Beginning at the line containing "Describe the screen", restate each line of the listing below word for word until the last one has been given.
_____
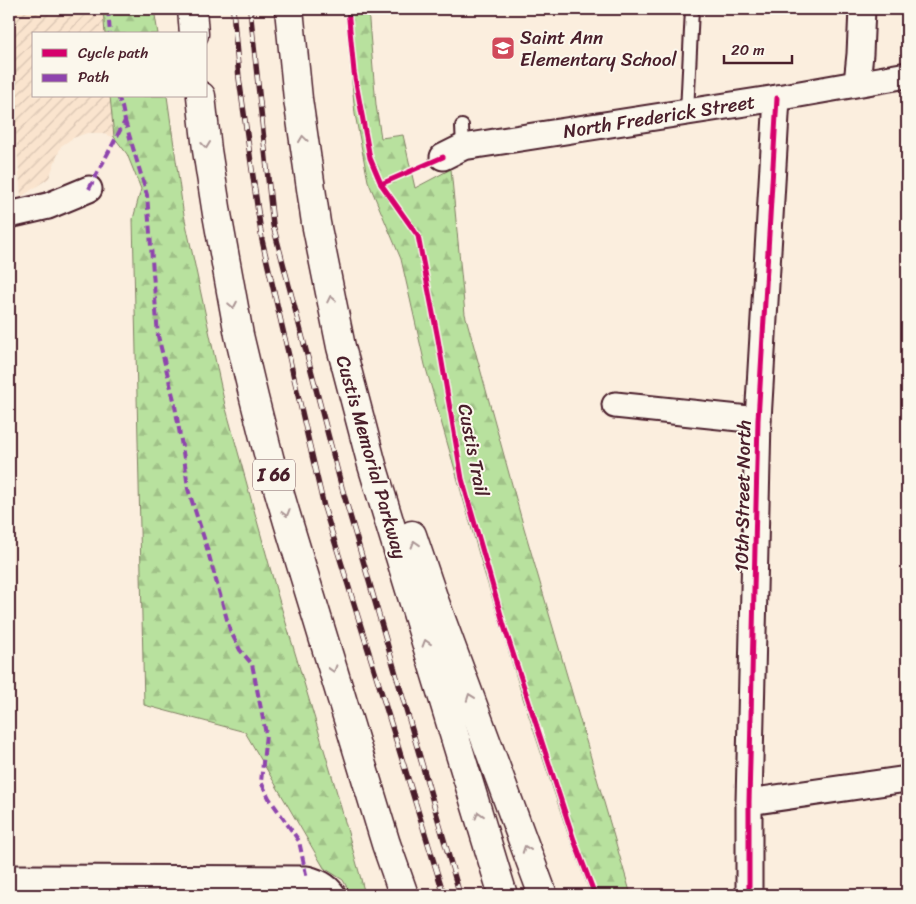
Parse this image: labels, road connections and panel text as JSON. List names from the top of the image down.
{
  "streets": {
    "highway": ["Custis Memorial Parkway", "I 66"],
    "street": ["North Frederick Street", "10th Street North"],
    "cycle path": ["Custis Trail"]
  },
  "crossings": [
    ["North Frederick Street", "10th Street North"]
  ],
  "places": {
    "school or university": ["Saint Ann Elementary School"]
  },
  "legend": ["Cycle path", "Path"],
  "scale_bar": "20 m"
}
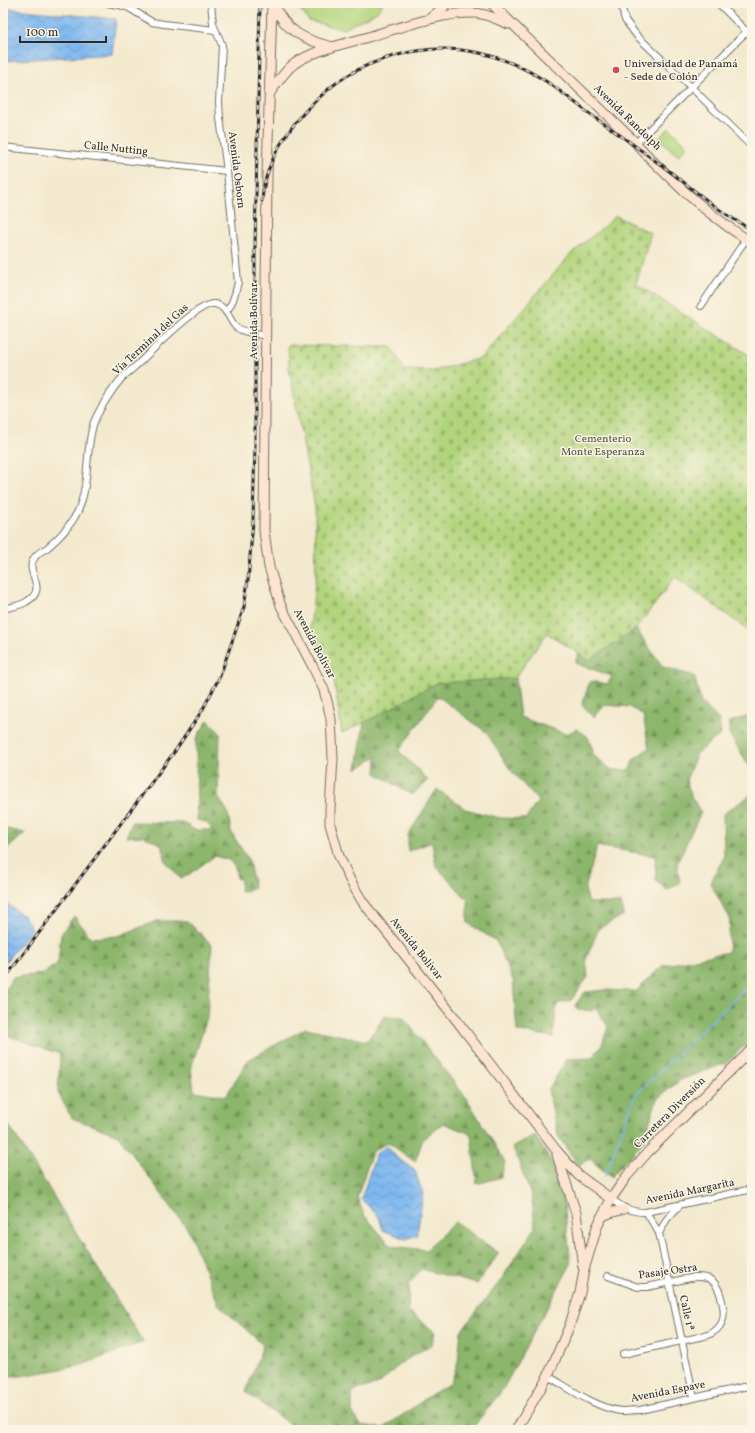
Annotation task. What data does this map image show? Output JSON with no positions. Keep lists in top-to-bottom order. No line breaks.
{"streets":{"main road":["Avenida Randolph","Avenida Bolívar","Carretera Diversión"],"street":["Calle Nutting","Avenida Osborn","Vía Terminal del Gas","Avenida Margarita","Pasaje Ostra","Calle 1ª","Avenida Espave"]},"crossings":[["Calle Nutting","Avenida Osborn"],["Avenida Osborn","Vía Terminal del Gas"],["Avenida Bolívar","Carretera Diversión"],["Avenida Bolívar","Avenida Margarita"],["Carretera Diversión","Avenida Margarita"],["Avenida Margarita","Calle 1ª"],["Pasaje Ostra","Calle 1ª"],["Calle 1ª","Avenida Espave"]],"parks":["Cementerio Monte Esperanza"],"places":["Universidad de Panamá - Sede de Colón"],"scale_bar":"100 m"}
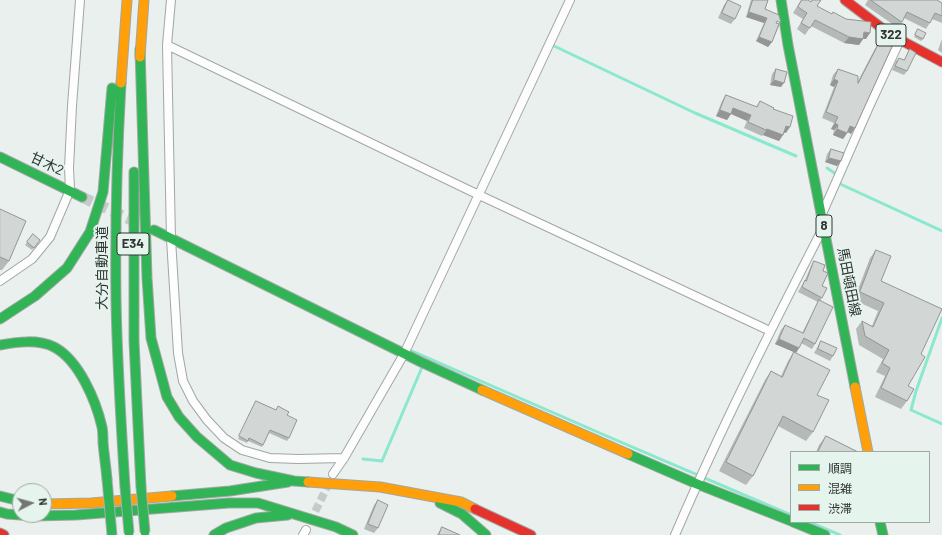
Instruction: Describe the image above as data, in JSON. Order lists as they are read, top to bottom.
{
  "streets": {
    "main road": [
      "322",
      "甘木2",
      "8",
      "E34",
      "大分自動車道",
      "馬田頓田線"
    ]
  },
  "legend": ["順調", "混雑", "渋滞"],
  "north": "right"
}
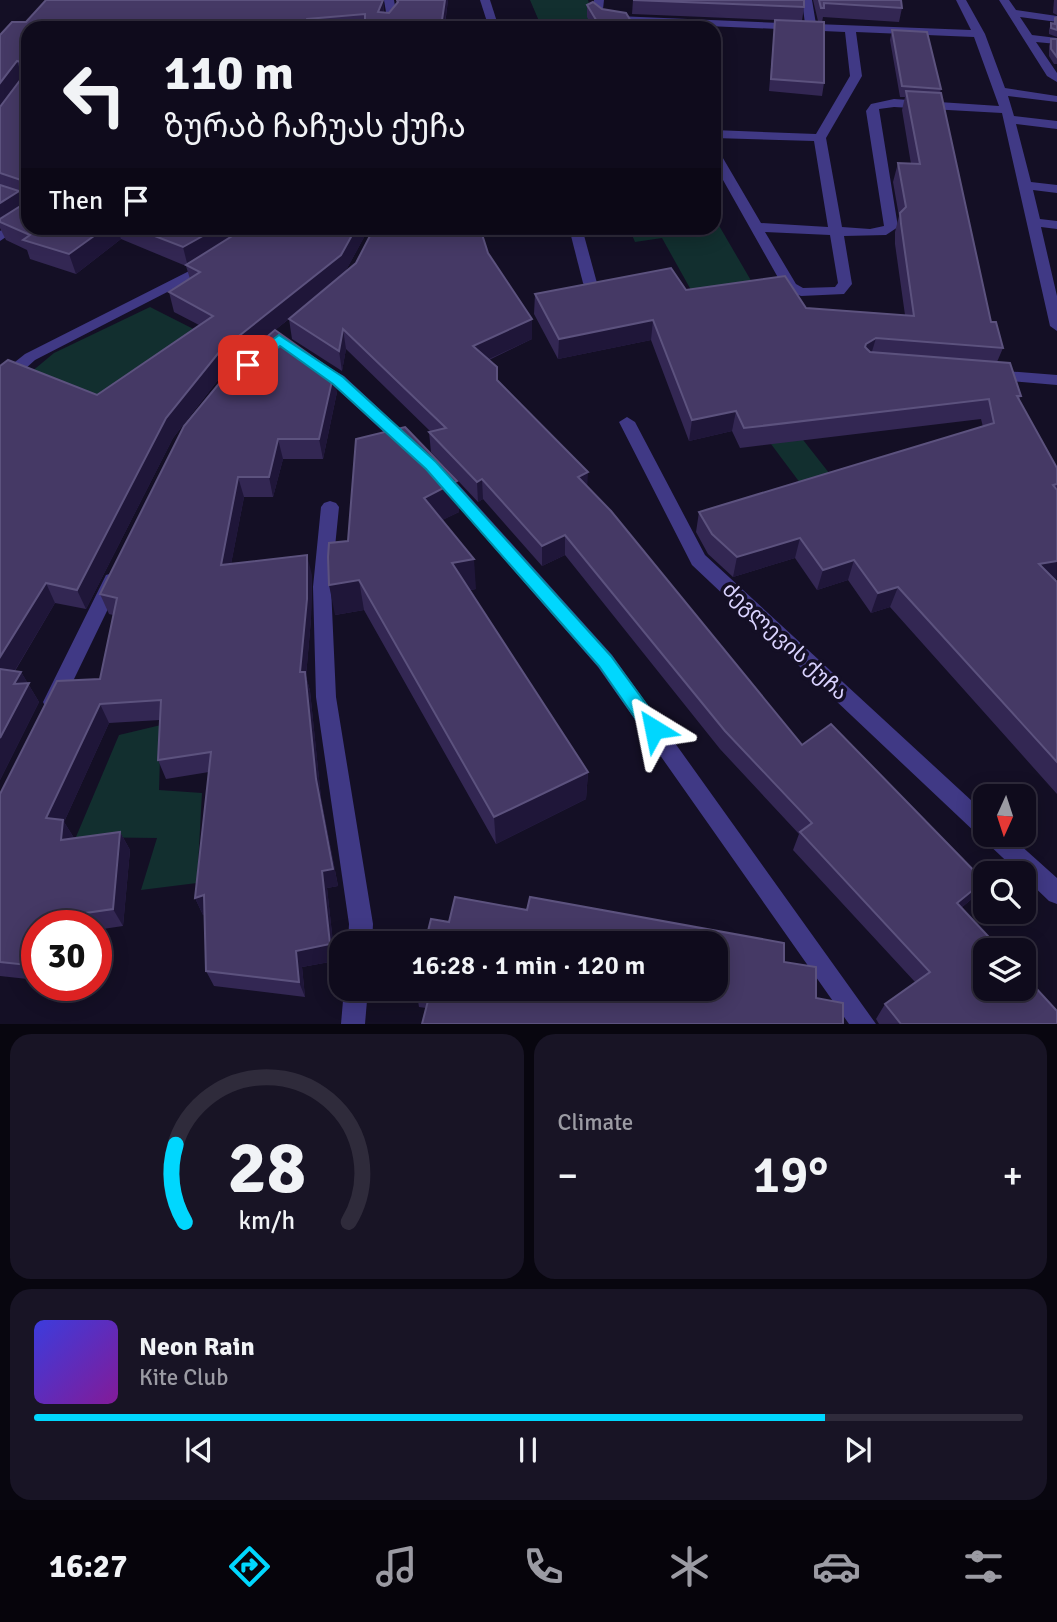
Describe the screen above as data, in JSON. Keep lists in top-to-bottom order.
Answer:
{
  "streets": {
    "street": ["ძეგლევის ქუჩა"]
  },
  "north": "bottom",
  "page": {
    "turn": ["110 m", "ზურაბ ჩაჩუას ქუჩა"],
    "then": "Then",
    "limit": "30",
    "trip": "16:28 · 1 min · 120 m",
    "tile": "Climate",
    "heat": ["−", "19°", "+"],
    "song": ["Neon Rain", "Kite Club"],
    "tabs": "16:27",
    "gauge": ["28", "km/h"]
  }
}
_____
#### TASK ANSWER
Describe the screen above as data, in JSON. Keep lists in top-to-bottom order.
Answer:
{
  "streets": {
    "street": ["ძეგლევის ქუჩა"]
  },
  "north": "bottom",
  "page": {
    "turn": ["110 m", "ზურაბ ჩაჩუას ქუჩა"],
    "then": "Then",
    "limit": "30",
    "trip": "16:28 · 1 min · 120 m",
    "tile": "Climate",
    "heat": ["−", "19°", "+"],
    "song": ["Neon Rain", "Kite Club"],
    "tabs": "16:27",
    "gauge": ["28", "km/h"]
  }
}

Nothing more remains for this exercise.